Indian Summer - Non P.C. Term?

Cawacko, I do not think I have heard someone use that term in years. It seems like a pretty archaic term to me, but maybe it is still used with frequency and I am just not noticing it.

I simply cannot have an opinion about it, and will leave it to native americans or others more familiar with any cultural context.


I think the priority here is to get rid of the Washington Redskins name, which seems genuinely offensive and dehumanizing, and getting rid of Colombus Day.


We use it in the South.

An Indian summer is a period of unseasonably warm, dry weather that sometimes occurs in spring and autumn in the Northern Hemisphere. Indian summers are common in North America and Asia. The US National Weather Service defines this as weather conditions that are sunny and clear with above normal temperatures, occurring May 1 to Mid-June and late-September to mid-November.
 
Cawacko, I do not think I have heard someone use that term in years. It seems like a pretty archaic term to me, but maybe it is still used with frequency and I am just not noticing it.

I simply cannot have an opinion about it, and will leave it to native americans or others more familiar with any cultural context.


I think the priority here is to get rid of the Washington Redskins name, which seems genuinely offensive and dehumanizing, and getting rid of Colombus Day.
Aren’t you in California too?

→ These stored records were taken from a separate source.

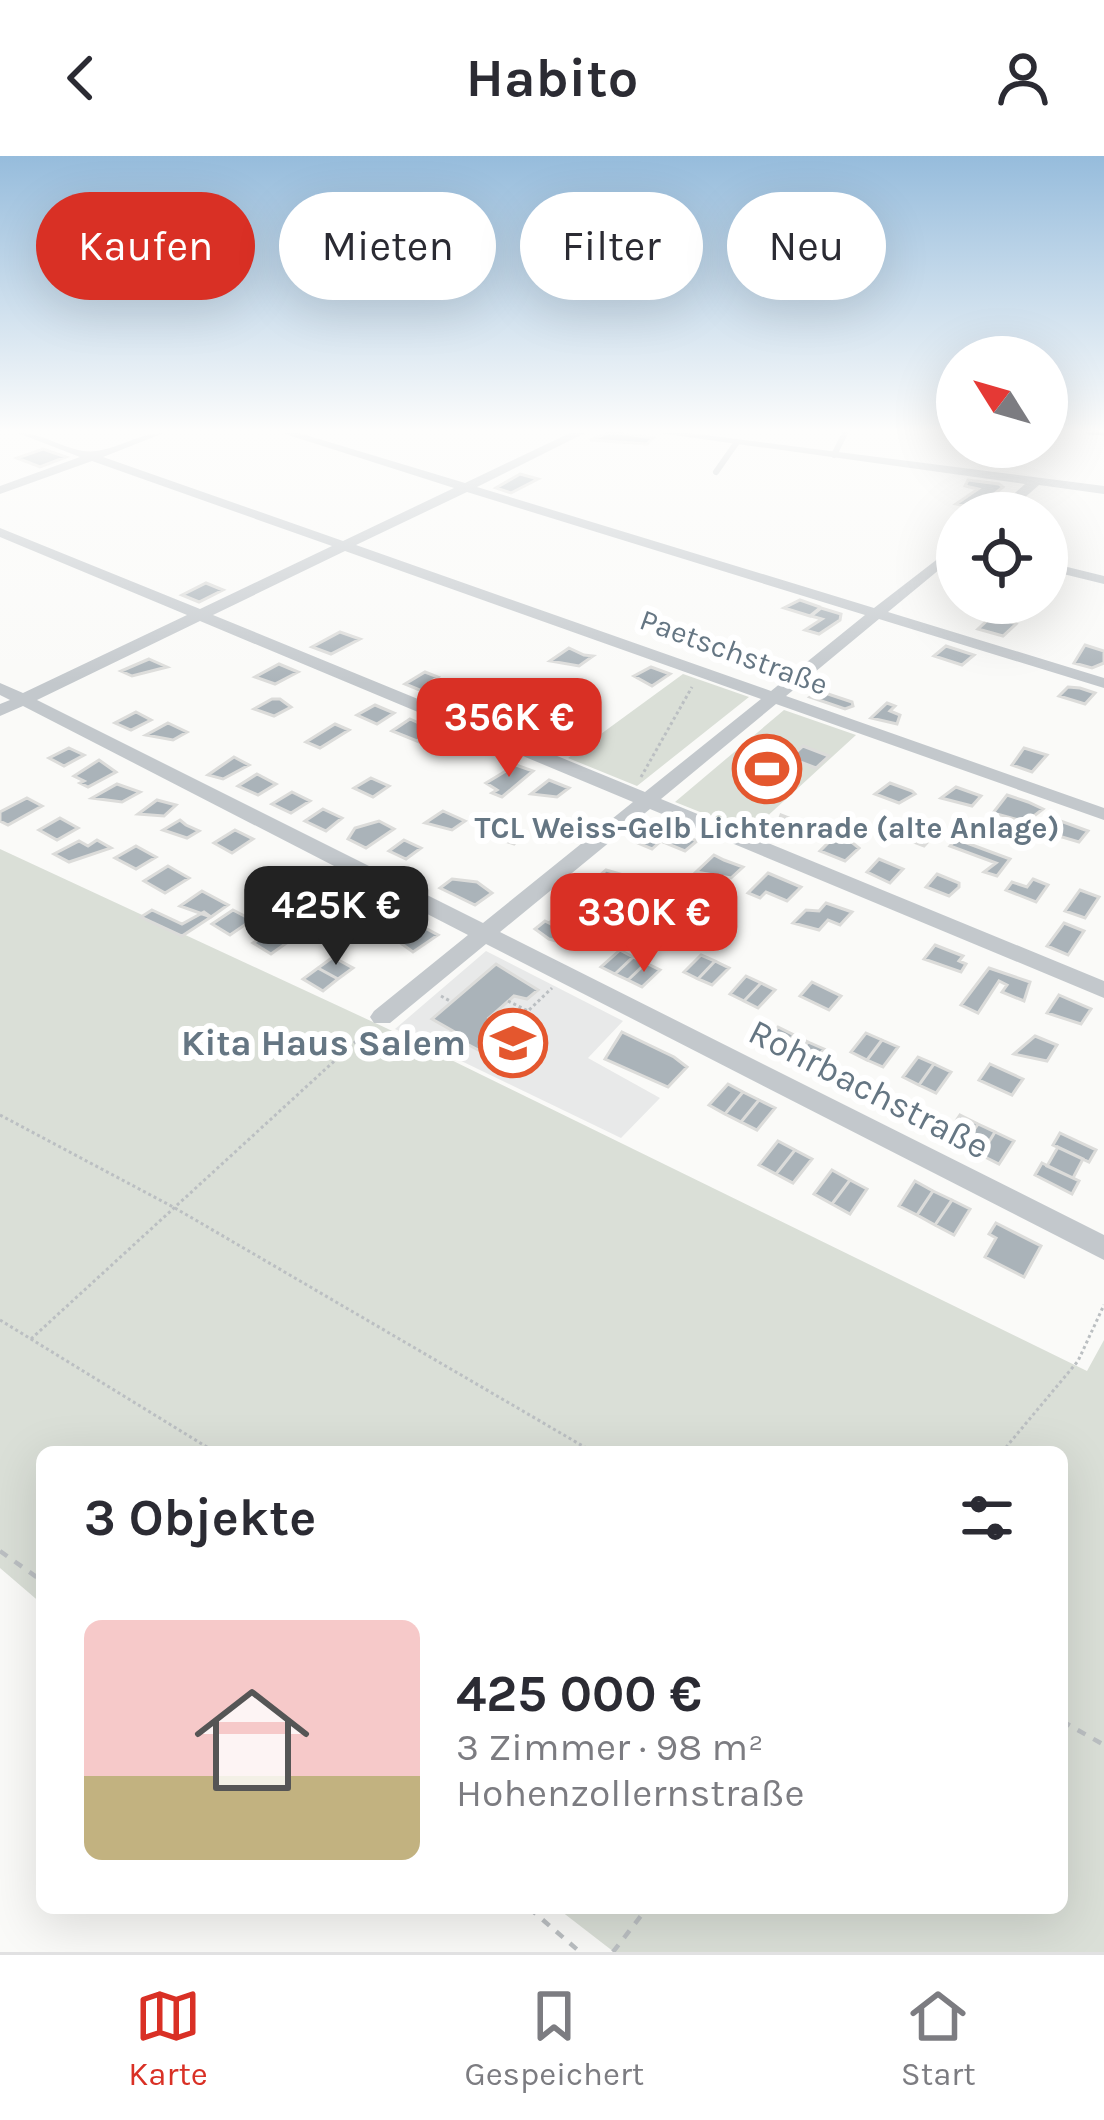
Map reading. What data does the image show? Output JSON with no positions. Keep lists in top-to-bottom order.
{
  "streets": {
    "street": ["Paetschstraße", "Rohrbachstraße"]
  },
  "places": {
    "sports": ["TCL Weiss-Gelb Lichtenrade (alte Anlage)"],
    "school or university": ["Kita Haus Salem"]
  },
  "north": "top left",
  "page": {
    "header": "Habito",
    "chip": [
      "Kaufen",
      "Mieten",
      "Filter",
      "Neu"
    ],
    "price": ["356K €", "425K €", "330K €"],
    "heading": "3 Objekte",
    "list": [
      {
        "name": "425 000 €",
        "note": "3 Zimmer · 98 m² · Hohenzollernstraße"
      }
    ],
    "tabs": ["Karte", "Gespeichert", "Start"]
  }
}
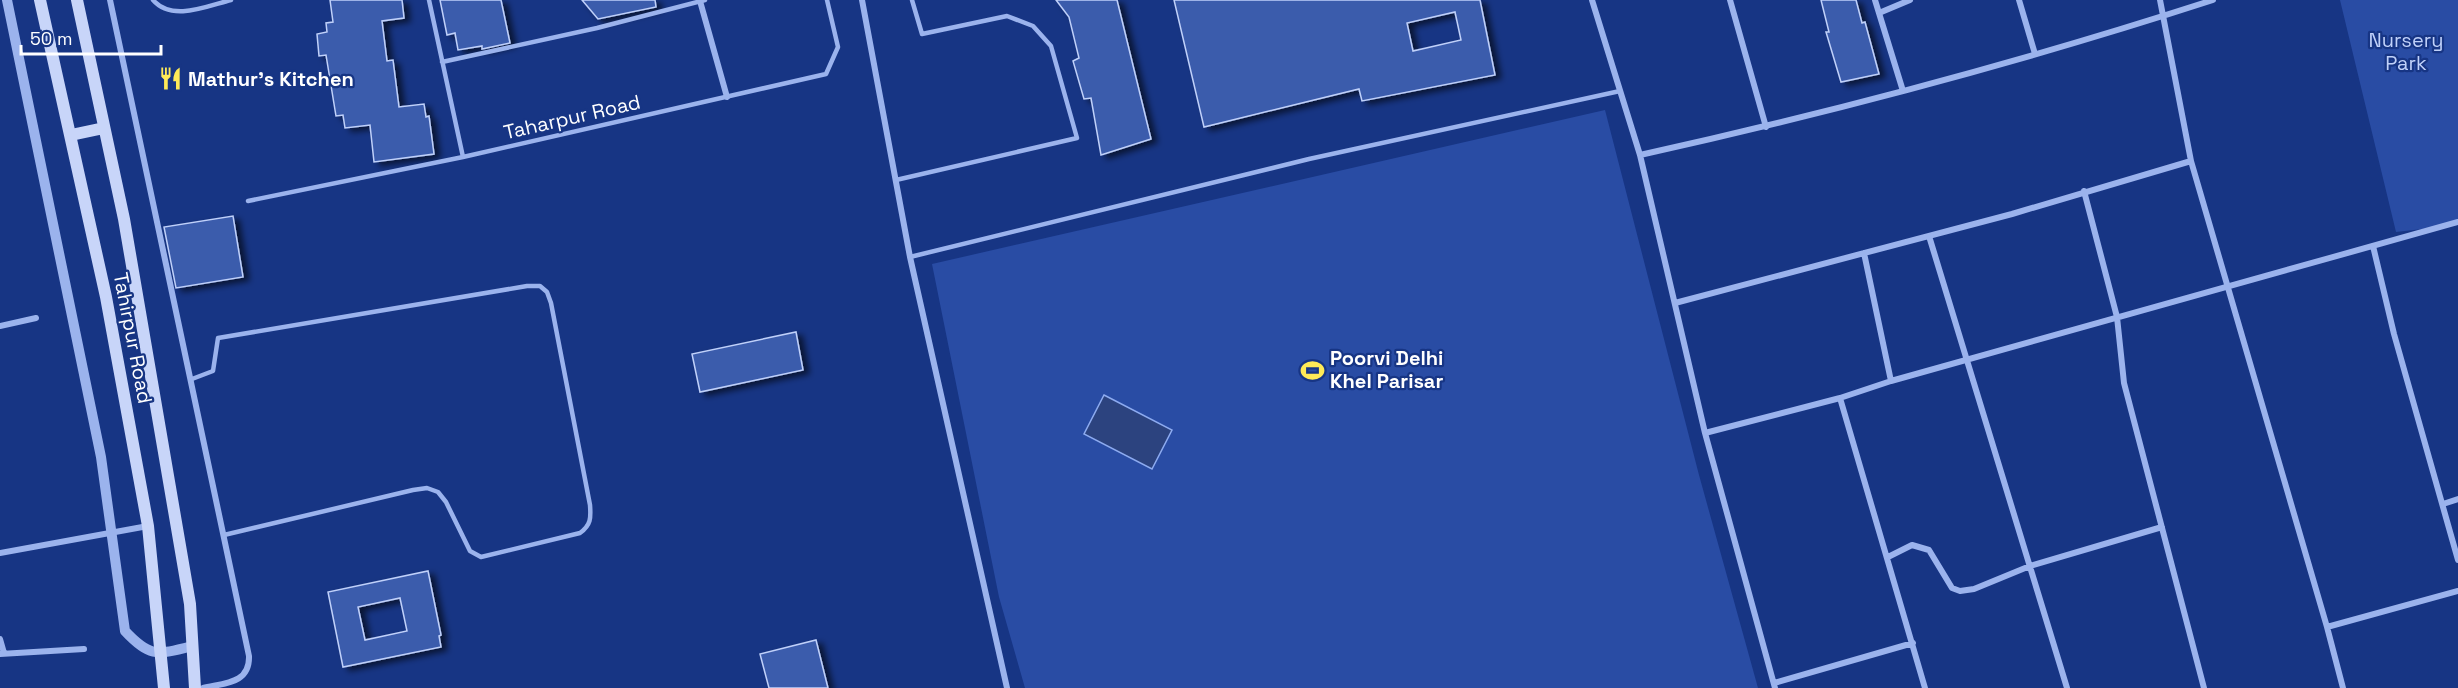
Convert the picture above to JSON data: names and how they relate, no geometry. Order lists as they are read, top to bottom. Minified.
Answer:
{"streets":{"main road":["Tahirpur Road"],"lane":["Taharpur Road"]},"parks":["Nursery Park"],"places":{"restaurant":["Mathur's Kitchen"],"sports":["Poorvi Delhi Khel Parisar"]},"scale_bar":"50 m"}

It’s used all the time around here, particularly at this time of year. In fact we’re having our second Indian Summer in a row.
 
Anyone who has been to San Francisco in the summer knows how cold it can get. Mark Twain is credited with saying I never spent a winter as cold as the summer I spent in San Francisco. But our Septembers and Octobers are beautiful, which we call Indian Summers. I often wondered if someday it would be considered an offensive phrase. This past week someone wrote about it in our local paper.




Is it politically incorrect to use 'Indian summer' to describe the weather?

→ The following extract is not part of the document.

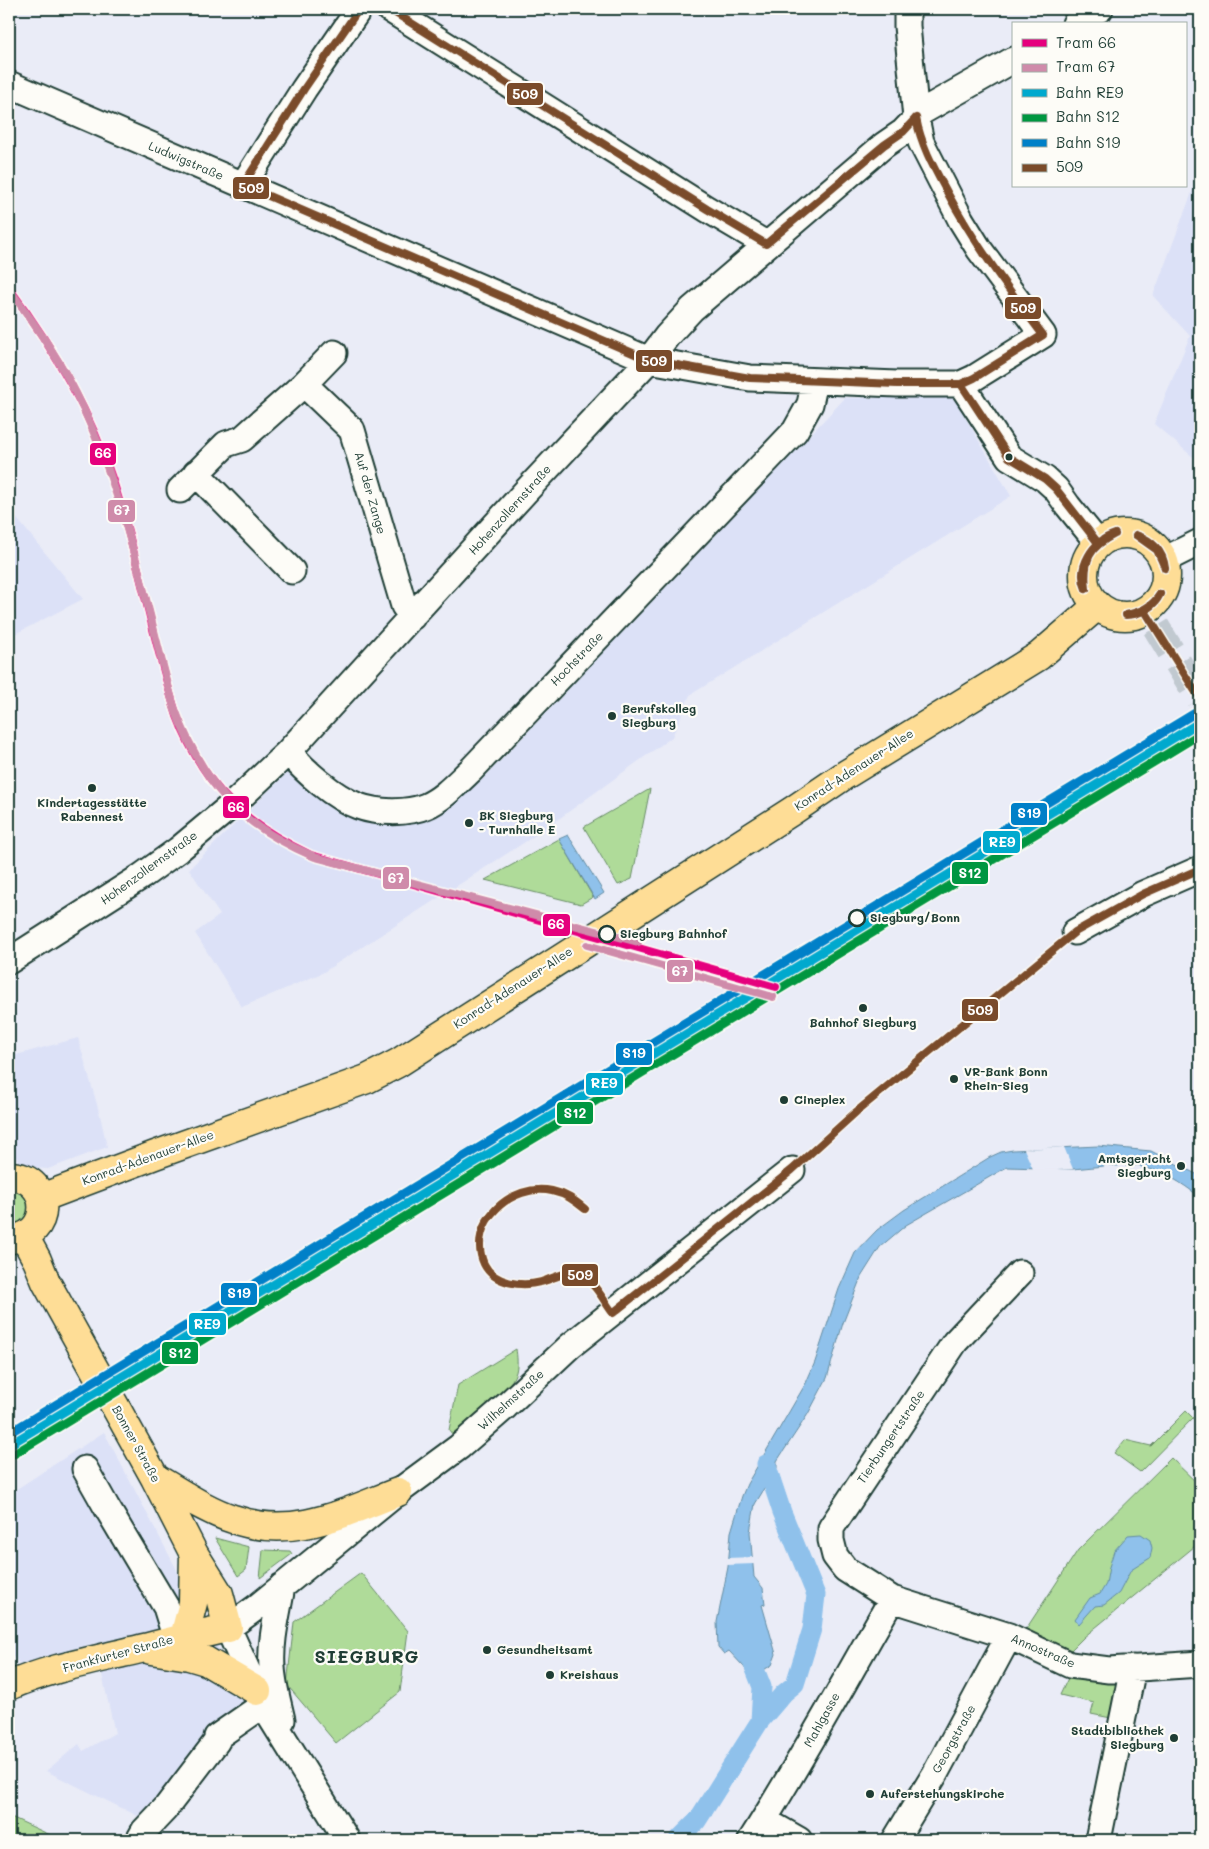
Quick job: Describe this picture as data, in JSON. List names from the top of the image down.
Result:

It's dubbed "Indian summer," and for San Francisco it's an ephemeral part of October brimming with magic light and hot, still air.

The National Weather Service defines it as any spell of warm, quiet, hazy weather that may occur in October or even November. But beyond that, we begin to run into differing definitions and diverging origin stories — some more benign than others.

When San Franciscans say "Indian summer," they tend to do so affectionately, as it represents an sunny island amid a soupy sea of year-round fog. But the etymological PC test for the term appears to stand on shaky ground by today's standards.

One theory speculates that this period of hot autumnal weather was originally communicated to settlers by Native Americans, while another bases it on conditions when Native Americans hunted. More sinister is the theory that Indian summer somehow means "false summer" like the slur "Indian giver." There is even an international theory that places its origins in the Indian Ocean with cargo ships.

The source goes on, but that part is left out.